"
In fact, the Court was to Marcus a burden; he tells us himself that
Philosophy was his mother, Empire only his stepmother; it was only his
repose in the one that rendered even tolerable to him the burdens of the
other. Emperor as he was, he thanked the gods for having enabled him to
enter into the souls of a Thrasea, an Helvidius, a Cato, a Brutus. Above
all, he seems to have had a horror of ever becoming like some of his
predecessors; he writes:--
"Take care that thou art not made into a Caesar;[68] take care thou art
not dyed with this dye. Keep thyself then simple, good, pure, serious,
free from affectation, a friend of justice, a worshipper of the gods,
kind, affectionate, strenuous in all proper acts. Reverence the gods and
help men. Short is life. There _is only one fruit of this terrene life;
a pious disposition and social acts_." (iv. 19,)

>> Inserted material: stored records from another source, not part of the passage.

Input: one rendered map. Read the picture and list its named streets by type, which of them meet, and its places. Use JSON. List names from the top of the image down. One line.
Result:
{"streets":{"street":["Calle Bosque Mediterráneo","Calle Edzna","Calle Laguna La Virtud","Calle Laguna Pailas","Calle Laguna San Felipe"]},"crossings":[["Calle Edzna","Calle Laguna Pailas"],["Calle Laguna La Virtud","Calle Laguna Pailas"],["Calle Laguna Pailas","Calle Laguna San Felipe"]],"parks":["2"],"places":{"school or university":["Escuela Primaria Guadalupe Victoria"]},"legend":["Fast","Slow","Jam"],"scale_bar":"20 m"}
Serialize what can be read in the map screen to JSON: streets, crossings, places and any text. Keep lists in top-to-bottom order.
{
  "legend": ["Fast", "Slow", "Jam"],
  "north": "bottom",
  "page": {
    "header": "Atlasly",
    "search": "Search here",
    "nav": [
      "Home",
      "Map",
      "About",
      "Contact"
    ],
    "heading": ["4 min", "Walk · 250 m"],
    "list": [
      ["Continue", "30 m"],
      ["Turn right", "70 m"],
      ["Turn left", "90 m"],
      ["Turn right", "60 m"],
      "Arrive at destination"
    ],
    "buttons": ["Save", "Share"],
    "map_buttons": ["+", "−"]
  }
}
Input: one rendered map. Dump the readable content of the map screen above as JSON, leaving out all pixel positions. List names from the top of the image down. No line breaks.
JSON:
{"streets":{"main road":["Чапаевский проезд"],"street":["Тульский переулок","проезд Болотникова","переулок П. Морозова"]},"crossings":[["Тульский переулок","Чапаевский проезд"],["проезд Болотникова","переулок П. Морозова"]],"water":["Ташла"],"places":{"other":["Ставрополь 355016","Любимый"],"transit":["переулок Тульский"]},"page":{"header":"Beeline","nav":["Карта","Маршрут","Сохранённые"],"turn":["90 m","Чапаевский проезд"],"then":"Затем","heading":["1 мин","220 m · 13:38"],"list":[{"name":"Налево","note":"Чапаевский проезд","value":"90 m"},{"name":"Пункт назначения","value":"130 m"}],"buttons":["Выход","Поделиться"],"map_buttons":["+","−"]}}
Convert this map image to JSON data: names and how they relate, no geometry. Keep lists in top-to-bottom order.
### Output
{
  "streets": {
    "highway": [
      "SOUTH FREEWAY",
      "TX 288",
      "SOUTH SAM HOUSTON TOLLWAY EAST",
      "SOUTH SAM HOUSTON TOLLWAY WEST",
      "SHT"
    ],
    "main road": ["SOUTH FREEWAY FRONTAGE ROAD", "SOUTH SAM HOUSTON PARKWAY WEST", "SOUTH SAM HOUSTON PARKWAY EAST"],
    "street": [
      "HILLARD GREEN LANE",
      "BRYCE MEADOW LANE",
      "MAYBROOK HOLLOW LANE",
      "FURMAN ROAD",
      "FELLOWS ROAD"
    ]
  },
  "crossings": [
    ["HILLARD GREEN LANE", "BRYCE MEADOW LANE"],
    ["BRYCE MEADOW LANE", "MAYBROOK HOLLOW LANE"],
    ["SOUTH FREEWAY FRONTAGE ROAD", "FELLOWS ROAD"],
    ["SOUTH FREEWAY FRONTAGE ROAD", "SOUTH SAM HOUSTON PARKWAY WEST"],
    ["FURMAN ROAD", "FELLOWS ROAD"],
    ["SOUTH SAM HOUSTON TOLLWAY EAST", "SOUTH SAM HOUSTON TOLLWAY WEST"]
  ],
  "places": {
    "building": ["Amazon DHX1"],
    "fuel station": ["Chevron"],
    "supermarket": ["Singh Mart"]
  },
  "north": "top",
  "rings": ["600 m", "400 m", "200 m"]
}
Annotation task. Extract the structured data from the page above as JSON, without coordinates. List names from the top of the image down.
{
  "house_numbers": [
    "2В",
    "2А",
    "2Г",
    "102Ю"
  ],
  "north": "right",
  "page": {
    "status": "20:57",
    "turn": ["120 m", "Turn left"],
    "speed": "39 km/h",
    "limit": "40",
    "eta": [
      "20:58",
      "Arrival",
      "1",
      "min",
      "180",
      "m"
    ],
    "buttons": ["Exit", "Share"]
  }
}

[Footnote 68: Marcus here invents what M. Martha justly calls "an
admirable barbarism" to express his disgust towards such men--[Greek:
ora mae apukaidaoosaes]--"take care not to be _Caesarised_."]
It is the same conclusion as that which sorrow forced from another
weary and less admirable king: "Let us hear the conclusion of the whole
matter: Fear God, and keep His commandments; for this is the whole
duty of man.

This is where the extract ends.